Limitations & Future Work

  • Dependency on AAL Templates: The method relies on brain region graph modeling. Inaccurate AAL partitioning or registration would impair decoupling. Sensitivity to registration error was not discussed.
  • Manual K Tuning: Optimal K varies between AD and PD, necessitating a search for new diseases. An end-to-end mechanism to learn the number of critical regions is missing.
  • Data Scale: Training used ~120 MRI + 30 labeled PET; scalability to larger or more diverse disease categories needs verification.
  • Code Undisclosed: High barrier to reproduction due to multiple hyperparameters (MC runs \(T\), threshold \(\varepsilon\), temperature \(\tau\), weight \(\alpha\)).
  • vs. Global Alignment DA (e.g., DANN): Traditional methods align domain-invariant features globally; this paper argues that such alignment hurts discriminative features and aligns non-critical regions instead to preserve modal-specific pathological signals.

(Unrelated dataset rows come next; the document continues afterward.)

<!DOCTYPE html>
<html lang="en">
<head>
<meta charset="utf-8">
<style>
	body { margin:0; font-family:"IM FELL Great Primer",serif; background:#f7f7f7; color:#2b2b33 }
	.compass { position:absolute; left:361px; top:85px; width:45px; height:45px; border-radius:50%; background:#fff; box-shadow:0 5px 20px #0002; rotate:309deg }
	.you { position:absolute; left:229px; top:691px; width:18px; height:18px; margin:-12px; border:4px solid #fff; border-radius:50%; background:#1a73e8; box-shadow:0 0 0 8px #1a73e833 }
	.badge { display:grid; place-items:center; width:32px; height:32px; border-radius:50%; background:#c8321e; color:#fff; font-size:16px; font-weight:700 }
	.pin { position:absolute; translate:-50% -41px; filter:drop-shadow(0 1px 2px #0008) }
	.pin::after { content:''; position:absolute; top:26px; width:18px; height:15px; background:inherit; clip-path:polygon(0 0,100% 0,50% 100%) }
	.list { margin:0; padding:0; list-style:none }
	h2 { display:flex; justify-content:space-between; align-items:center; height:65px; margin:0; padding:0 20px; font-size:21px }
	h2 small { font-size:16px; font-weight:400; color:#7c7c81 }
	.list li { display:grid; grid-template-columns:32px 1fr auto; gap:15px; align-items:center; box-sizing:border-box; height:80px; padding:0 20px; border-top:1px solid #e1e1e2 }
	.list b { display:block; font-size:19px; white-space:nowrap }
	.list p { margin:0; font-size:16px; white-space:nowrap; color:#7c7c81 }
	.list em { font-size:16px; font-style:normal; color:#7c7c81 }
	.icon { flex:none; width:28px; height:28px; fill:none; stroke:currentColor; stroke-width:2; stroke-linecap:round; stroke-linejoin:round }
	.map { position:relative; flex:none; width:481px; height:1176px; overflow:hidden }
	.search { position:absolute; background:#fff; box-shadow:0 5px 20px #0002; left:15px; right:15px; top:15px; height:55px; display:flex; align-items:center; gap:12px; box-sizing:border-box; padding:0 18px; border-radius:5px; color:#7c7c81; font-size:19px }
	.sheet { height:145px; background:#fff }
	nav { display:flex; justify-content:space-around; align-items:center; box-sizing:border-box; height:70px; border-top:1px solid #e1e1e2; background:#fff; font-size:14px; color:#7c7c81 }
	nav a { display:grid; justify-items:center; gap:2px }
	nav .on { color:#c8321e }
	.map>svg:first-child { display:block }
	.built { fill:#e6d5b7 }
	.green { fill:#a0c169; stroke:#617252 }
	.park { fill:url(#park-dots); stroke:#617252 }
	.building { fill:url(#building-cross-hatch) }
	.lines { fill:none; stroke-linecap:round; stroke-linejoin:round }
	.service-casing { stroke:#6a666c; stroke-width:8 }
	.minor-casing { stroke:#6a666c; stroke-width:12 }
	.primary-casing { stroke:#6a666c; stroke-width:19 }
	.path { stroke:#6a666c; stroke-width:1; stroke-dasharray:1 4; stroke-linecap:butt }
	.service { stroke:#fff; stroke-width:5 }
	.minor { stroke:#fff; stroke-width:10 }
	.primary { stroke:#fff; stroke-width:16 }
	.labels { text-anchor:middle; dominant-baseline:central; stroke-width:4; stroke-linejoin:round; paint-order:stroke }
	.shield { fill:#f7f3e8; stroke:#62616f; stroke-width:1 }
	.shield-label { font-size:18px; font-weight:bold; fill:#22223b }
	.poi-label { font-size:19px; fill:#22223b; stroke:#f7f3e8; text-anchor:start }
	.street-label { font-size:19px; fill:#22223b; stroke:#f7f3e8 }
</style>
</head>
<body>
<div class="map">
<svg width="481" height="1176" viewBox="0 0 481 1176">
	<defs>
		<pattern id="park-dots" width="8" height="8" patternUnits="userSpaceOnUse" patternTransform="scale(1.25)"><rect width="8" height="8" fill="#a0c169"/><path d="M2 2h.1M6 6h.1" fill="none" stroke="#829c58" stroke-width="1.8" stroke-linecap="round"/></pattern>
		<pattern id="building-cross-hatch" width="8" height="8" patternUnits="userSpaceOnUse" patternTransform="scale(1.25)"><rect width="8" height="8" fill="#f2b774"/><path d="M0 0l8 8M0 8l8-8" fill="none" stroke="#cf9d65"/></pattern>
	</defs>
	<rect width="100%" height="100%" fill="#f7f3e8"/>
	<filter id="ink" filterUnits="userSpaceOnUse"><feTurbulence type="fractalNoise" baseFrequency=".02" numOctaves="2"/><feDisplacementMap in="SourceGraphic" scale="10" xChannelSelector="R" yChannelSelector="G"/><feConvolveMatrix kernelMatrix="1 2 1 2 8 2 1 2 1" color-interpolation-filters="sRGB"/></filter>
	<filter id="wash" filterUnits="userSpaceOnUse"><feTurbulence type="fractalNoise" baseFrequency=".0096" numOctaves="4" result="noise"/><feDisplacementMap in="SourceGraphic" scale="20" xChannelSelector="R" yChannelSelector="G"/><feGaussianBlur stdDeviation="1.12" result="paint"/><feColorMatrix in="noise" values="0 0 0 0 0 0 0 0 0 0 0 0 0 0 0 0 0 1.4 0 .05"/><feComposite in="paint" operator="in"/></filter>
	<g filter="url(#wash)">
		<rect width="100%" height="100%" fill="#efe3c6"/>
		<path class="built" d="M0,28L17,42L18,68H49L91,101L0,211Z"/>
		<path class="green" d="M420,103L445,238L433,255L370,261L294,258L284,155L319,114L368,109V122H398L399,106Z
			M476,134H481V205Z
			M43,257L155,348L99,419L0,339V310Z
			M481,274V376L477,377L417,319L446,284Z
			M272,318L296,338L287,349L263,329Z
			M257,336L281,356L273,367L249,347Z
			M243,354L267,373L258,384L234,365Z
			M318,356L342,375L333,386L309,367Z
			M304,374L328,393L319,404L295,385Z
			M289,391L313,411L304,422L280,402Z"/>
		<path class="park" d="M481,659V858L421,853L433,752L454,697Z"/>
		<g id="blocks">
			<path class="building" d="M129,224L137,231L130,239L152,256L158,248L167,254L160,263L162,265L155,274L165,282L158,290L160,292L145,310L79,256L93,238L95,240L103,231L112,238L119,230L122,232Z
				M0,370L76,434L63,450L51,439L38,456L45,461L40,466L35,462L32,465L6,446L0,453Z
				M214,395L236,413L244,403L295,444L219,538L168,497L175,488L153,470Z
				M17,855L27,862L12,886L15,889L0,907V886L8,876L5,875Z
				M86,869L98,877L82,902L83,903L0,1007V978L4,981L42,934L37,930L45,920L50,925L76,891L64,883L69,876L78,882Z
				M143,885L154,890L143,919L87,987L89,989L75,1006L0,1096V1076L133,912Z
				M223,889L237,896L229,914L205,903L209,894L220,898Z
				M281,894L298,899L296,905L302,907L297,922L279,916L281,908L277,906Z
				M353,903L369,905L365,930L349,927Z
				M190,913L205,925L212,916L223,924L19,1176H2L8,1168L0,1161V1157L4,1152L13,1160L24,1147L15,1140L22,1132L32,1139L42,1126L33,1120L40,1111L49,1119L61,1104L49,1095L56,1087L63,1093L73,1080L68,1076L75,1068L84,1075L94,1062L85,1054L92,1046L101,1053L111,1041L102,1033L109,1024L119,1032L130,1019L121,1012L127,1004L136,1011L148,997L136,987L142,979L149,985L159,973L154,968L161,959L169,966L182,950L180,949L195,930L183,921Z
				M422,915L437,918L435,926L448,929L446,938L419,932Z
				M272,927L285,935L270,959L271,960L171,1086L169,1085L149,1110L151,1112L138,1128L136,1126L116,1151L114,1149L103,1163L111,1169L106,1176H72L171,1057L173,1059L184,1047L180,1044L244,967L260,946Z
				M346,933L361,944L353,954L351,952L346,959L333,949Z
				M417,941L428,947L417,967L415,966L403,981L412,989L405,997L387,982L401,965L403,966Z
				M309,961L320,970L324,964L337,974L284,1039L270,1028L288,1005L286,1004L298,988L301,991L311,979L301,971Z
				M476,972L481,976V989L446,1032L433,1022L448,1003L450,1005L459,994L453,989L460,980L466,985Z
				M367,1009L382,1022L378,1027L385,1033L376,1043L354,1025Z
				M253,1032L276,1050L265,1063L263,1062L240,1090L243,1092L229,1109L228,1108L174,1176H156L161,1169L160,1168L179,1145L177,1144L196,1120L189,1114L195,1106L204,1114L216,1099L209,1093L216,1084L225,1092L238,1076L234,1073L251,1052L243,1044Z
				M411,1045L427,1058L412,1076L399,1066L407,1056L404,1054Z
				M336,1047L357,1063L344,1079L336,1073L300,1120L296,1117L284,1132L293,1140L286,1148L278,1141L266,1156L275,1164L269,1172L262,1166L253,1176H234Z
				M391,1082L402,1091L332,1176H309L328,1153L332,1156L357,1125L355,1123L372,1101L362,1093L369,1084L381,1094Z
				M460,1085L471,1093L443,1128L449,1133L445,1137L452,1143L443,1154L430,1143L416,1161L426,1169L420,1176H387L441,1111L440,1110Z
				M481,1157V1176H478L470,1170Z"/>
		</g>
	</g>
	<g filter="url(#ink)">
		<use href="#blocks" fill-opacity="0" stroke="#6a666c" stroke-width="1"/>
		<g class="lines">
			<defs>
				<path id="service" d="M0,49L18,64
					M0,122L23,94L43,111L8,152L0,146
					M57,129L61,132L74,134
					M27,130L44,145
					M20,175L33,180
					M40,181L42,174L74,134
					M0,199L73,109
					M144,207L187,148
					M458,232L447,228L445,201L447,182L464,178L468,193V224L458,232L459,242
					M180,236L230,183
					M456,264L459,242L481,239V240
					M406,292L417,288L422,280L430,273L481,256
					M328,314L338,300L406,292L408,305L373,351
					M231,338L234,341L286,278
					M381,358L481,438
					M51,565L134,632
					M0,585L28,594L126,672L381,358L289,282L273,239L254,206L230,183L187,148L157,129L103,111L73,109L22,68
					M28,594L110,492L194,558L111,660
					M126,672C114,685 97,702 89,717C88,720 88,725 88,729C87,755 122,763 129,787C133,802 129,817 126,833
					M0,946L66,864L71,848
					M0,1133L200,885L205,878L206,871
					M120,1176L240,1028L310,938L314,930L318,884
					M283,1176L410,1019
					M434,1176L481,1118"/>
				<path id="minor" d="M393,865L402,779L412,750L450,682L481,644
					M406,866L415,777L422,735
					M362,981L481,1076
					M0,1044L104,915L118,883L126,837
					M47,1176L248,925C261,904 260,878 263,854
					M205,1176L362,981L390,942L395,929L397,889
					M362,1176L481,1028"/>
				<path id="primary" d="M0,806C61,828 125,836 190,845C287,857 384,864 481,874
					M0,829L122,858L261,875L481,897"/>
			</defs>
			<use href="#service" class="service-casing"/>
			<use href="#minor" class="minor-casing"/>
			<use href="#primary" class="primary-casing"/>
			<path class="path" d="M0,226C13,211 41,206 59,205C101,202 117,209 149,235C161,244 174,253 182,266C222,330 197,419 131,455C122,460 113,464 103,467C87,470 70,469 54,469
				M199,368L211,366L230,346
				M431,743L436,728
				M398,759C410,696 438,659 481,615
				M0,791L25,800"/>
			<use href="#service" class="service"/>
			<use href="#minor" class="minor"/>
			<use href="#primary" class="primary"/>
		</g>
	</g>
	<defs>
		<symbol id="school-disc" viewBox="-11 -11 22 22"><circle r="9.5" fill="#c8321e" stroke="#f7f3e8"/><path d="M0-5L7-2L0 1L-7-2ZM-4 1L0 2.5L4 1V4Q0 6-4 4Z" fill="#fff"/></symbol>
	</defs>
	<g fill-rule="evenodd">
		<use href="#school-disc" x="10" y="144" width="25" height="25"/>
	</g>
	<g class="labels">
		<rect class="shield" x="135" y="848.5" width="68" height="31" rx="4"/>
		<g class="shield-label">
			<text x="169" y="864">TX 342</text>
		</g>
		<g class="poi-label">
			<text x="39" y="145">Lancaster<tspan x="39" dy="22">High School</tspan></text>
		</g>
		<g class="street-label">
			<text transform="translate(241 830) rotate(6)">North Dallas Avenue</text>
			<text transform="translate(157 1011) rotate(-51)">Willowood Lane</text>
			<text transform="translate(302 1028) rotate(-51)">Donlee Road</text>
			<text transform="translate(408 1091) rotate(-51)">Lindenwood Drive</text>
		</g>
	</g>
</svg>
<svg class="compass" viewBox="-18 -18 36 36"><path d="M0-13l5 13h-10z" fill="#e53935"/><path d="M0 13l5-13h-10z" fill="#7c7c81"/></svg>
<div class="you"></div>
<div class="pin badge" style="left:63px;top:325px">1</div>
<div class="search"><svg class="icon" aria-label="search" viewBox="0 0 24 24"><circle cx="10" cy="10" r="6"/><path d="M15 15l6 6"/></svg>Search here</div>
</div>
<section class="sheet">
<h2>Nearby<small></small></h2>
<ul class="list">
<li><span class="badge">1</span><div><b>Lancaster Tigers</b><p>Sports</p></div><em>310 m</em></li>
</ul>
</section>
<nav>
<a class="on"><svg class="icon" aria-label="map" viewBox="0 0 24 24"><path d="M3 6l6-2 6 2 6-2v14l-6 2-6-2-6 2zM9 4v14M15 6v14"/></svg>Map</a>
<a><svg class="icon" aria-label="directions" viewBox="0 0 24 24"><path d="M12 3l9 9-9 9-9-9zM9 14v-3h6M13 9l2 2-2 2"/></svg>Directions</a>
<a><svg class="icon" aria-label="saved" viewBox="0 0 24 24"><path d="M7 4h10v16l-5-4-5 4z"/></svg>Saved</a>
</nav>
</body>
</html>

  • vs. Selective Alignment (e.g., attention-based): Existing methods couple feature selection with classification for single-modal tasks; this paper recognizes that cross-modal classification features are non-interchangeable, thus aligning the inverse set (non-critical features) and using fusion for critical regions.
  • vs. Medical DA SOTA (e.g., DDSPSeg, SLA): While existing SOTAs are strong (0.84~0.85), DSDA further improves results via region-level decoupling and differential processing, while offering interpretable visualizations of critical regions.

Rating

  • Novelty: ⭐⭐⭐⭐ "Aligning classification-irrelevant, preserving classification-relevant" view is novel.

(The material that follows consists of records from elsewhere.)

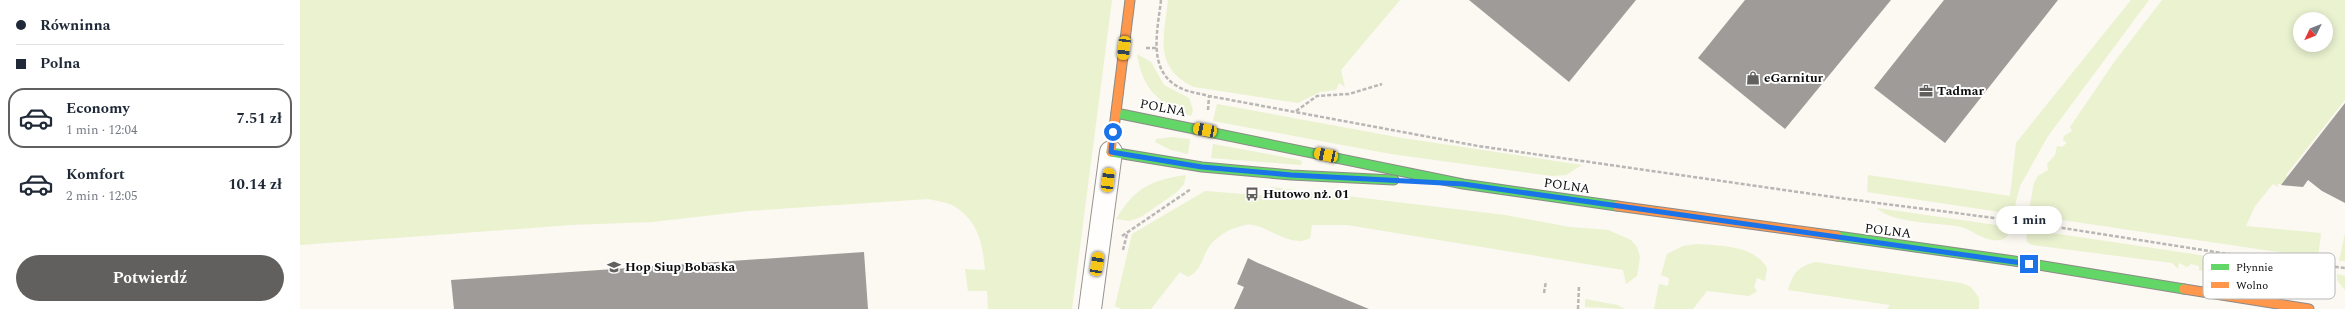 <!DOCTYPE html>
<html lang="pl">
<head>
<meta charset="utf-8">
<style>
	body { margin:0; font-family:Spectral,serif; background:#f6f6f7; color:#1f2937; height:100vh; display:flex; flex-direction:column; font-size:15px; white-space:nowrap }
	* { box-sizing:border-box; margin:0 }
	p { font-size:13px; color:#747a83 }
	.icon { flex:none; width:22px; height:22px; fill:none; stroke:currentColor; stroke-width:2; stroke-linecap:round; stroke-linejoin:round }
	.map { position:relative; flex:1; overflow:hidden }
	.panel { display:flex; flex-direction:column; background:#fff; width:300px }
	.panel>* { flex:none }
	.banner { display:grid; align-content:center; height:88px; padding:0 16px; background:#fff }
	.needle { width:26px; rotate:227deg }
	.tools { position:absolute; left:1993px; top:12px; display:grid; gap:8px }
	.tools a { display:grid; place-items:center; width:40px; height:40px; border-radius:50%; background:#fff; box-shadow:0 2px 10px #0003; font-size:20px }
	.end { position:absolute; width:18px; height:18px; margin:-9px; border:5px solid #1a73e8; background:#fff; box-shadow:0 0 0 2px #fff }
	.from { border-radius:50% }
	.bubble { position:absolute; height:28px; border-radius:14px; background:#fff; box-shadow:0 2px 10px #0003; font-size:13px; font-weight:700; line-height:28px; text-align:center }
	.car { position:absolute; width:12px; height:24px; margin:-12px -6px; border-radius:5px; box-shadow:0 0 3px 1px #0007; background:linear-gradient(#f5c518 24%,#345 0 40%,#f5c518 0 76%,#345 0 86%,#f5c518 0) }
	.banner b { display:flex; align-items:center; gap:14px; height:38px; font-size:15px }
	.banner b+b { border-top:1px solid #e0e1e3 }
	.banner i { width:10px; height:10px; background:#1f2937 }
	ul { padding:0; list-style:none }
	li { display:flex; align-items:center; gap:12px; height:60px; margin:0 8px 6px; padding:0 8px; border:2px solid transparent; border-radius:16px }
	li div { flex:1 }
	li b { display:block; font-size:15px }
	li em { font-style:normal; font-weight:700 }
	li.selected { border-color:#61605e }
	li>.icon { width:36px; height:36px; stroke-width:1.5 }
	.cta { display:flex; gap:8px; margin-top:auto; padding:8px 16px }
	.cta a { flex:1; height:46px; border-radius:24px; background:#61605e; color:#fff; font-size:16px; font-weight:700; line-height:46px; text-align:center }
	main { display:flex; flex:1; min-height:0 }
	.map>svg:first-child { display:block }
	.green { fill:#eaf2d0; fill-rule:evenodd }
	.building { fill:#9f9b98 }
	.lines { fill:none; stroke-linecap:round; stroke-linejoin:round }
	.street-casing { stroke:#959391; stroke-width:24 }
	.fast-casing { stroke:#8c8a87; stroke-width:11 }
	.slow-casing { stroke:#8c8a87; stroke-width:11 }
	.path { stroke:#b8b7b6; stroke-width:2.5; stroke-dasharray:4 2; stroke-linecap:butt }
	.street { stroke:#fffefd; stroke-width:22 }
	.fast { stroke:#63d668; stroke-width:9 }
	.slow { stroke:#ff974d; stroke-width:9 }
	.route { stroke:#1a73e8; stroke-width:5 }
	.labels { text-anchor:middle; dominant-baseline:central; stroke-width:4; stroke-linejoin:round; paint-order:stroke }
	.poi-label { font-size:13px; font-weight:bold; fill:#0e0e0e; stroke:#fff; text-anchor:start }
	.street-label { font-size:13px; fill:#0e0e0e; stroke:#fff }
	.key { fill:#fff; stroke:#b7b7b7; stroke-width:1 }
	.key-label { font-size:11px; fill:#0e0e0e }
</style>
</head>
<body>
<main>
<section class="panel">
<div class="banner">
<b><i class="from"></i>Równinna</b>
<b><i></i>Polna</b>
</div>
<ul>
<li class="selected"><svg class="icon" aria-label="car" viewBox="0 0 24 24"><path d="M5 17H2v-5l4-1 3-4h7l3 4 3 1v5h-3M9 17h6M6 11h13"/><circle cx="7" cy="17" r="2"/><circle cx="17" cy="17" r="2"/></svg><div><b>Economy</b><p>1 min · 12:04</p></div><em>7.51 zł</em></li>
<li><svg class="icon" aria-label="car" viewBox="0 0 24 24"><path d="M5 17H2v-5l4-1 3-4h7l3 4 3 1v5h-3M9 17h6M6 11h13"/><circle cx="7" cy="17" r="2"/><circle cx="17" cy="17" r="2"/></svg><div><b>Komfort</b><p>2 min · 12:05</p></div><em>10.14 zł</em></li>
</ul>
<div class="cta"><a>Potwierdź</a></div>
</section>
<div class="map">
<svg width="2045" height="309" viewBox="0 0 2045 309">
	<rect width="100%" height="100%" fill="#fcf8f2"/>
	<!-- green -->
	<g class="green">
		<path d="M0,0H812L772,309H688L687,291H668L665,269L685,270C683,244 678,219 652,205C646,202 636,201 628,199L448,211L352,222L271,225L0,245Z"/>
		<path d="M868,0H1100L1041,70L1045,87L1039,83L1036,90L1020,92L998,103L894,87C853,68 864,37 868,0Z"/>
		<path d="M1831,0H1849L1748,136L1720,186L1713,214L1567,192L1568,175L1710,196L1716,143Z"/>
		<path d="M1862,0H2045V100L1986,175L1989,178L1984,184H1978V187L1973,184L1955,206L1946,226L2021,233L2018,258L1728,215L1734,183L1738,176L1748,170L1747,164L1755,155L1757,146L1762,147L1767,143L1763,140L1764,136L1772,131L1770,127L1815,61ZM2000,19H2026V45H2000Z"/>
		<path d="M837,54L851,62L864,85L889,98L893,110L891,116C859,103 843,91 837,54Z"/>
		<path d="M917,104L1102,138L1282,165L1266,175L1252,176L1091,154L913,121Z"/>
		<path d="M872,137L890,139L888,154L871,150L855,142L856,139Z"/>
		<path d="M913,144L1000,160L1002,162L1001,165L911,158Z"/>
		<path d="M886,175L884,184L877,192L841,217L829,221L816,219C835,188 851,180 886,175Z"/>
		<path d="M971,187L1205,215L1270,227L1308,230L1331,240L1337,247L1340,257L1337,276L1326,284L1323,270L1047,225H1012L1010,238C990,250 963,221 945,225C930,228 914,237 907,250C901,262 901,270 888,277L880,272L851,309H821L815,306L832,234L905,191L970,196Z"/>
		<path d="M1577,208L1710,227C1710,233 1707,239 1700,240C1685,243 1671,228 1657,226C1637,223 1591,223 1577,208Z"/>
		<path d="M1726,229L1913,257L1911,272L1890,269L1899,270V266L1891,264L1887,267L1879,263L1878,269L1872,263L1732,245L1727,242Z"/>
		<path d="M2045,233V261H2039Z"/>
		<path d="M1397,244C1422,246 1453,245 1467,268L1465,281L1457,278L1454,287L1457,291L1449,296L1407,291L1393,309H1354L1359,284L1368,286L1369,278L1361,275L1367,254L1383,246Z"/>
		<path d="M1515,262L1661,283L1671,287L1679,298V309H1587L1590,305L1488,290C1493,273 1498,267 1515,262Z"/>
		<path d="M2037,274L2045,276V290L2037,280Z"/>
		<path d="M1285,299L1317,305L1325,309L1285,307Z"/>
	</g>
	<!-- building -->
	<g class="building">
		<path d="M1169,0H1336L1269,82Z"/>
		<path d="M1445,0H1591L1485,129L1398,58Z"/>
		<path d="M1644,0H1758L1645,143L1574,88Z"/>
		<path d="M2045,103V203L2022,191L2008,180L2003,187L1981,185Z"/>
		<path d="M564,252L568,309H154L151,280Z"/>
		<path d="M948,258L958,263L1069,309H934L944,287L937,284Z"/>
	</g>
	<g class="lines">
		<!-- street casing -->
		<g class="street-casing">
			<path id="street" d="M790,309L811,152"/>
		</g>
		<!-- fast casing -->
		<g class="fast-casing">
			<g id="fast">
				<path d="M816,113L1163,184L1317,206"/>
				<path d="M811,152L902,167L991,175L1094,180"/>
				<path d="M1537,236L1714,261L1884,289"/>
			</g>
		</g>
		<!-- slow casing -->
		<g class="slow-casing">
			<g id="slow">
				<path d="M811,152L830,0"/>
				<path d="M1317,206L1537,236"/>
				<path d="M1884,289L2009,309"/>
			</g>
		</g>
		<!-- path -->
		<g class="path">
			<path d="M861,0C858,28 847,69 877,86C886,92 898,93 909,96L1178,146L1547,199L1718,221L1922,253L2045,268"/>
			<path d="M846,48H856"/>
			<path d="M908,110L909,96"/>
			<path d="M996,111L1017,96L1049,94L1082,84"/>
			<path d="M822,236L891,189"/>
			<path d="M823,250L827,234"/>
			<path d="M1919,271L1922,253"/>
			<path d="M1244,293L1246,281"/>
			<path d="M1278,309L1279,286"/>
		</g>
		<!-- street -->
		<use href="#street" class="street"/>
		<!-- fast -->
		<use href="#fast" class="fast"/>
		<!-- slow -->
		<use href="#slow" class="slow"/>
	</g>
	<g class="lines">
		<!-- route -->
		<path class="route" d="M813,132L811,152L902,167L991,175L1163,184L1729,264"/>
	</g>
	<!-- icons -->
	<defs>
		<g id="shop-bare" transform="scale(1.08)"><path d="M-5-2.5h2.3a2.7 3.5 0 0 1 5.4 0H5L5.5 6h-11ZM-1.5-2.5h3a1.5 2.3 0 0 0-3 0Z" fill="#61605e" stroke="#fff" stroke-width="2.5" paint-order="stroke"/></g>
		<g id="office-bare" transform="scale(1.08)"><path d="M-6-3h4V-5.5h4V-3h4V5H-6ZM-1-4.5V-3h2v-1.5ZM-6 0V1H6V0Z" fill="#61605e" stroke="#fff" stroke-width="2.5" paint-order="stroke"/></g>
		<g id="bus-bare" transform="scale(1.08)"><path d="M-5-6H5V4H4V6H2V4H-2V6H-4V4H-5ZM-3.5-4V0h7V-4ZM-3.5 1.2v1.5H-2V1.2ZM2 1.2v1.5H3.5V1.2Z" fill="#61605e" stroke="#fff" stroke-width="2.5" paint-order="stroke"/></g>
		<g id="school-bare" transform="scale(1.08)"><path d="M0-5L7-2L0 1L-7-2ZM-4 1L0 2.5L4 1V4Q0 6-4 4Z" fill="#61605e" stroke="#fff" stroke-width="2.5" paint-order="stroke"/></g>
	</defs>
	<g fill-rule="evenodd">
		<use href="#shop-bare" x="1453" y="78"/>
		<use href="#office-bare" x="1626" y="91"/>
		<use href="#bus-bare" x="952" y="194"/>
		<use href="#school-bare" x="314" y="267"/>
	</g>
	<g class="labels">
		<!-- poi labels -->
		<g class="poi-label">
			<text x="1464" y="78">eGarnitur</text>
			<text x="1637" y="91">Tadmar</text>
			<text x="963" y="194">Hutowo nż. 01</text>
			<text x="325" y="267">Hop Siup Bobaska</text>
		</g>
		<!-- street labels -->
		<g class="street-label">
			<text transform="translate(863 108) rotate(11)">POLNA</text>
			<text transform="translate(1267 186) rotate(8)">POLNA</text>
			<text transform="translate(1588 231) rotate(7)">POLNA</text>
		</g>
	</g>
	<!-- legend -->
	<rect x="1903" y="253" width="132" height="46" rx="6" class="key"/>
	<rect x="1911" y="264" width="18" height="6" fill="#63d668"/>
	<rect x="1911" y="282" width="18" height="6" fill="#ff974d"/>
	<g class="key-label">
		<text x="1936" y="271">Płynnie</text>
		<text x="1936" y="289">Wolno</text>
	</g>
</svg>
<div class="tools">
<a><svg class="needle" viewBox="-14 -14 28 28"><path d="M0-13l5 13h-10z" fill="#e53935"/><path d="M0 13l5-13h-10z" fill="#747a83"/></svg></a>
</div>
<i class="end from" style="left:813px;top:132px"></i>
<i class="end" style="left:1729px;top:264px"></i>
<div class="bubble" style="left:1696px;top:206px;width:66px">1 min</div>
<i class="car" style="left:824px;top:48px;rotate:187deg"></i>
<i class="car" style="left:905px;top:130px;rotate:281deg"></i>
<i class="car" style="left:1026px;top:155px;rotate:282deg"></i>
<i class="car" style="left:808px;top:180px;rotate:7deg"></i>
<i class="car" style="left:797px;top:264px;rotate:9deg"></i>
</div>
</main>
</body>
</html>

  • Experimental Thoroughness: ⭐⭐⭐⭐ Three datasets, 11 SOTA comparisons, and ablation; more data would be better.
  • Writing Quality: ⭐⭐⭐⭐ Clear motivation, intuitive diagrams, and complete formulas.
  • Value: ⭐⭐⭐⭐ Addresses real-world PET label scarcity with interpretable methods fitting clinical priors.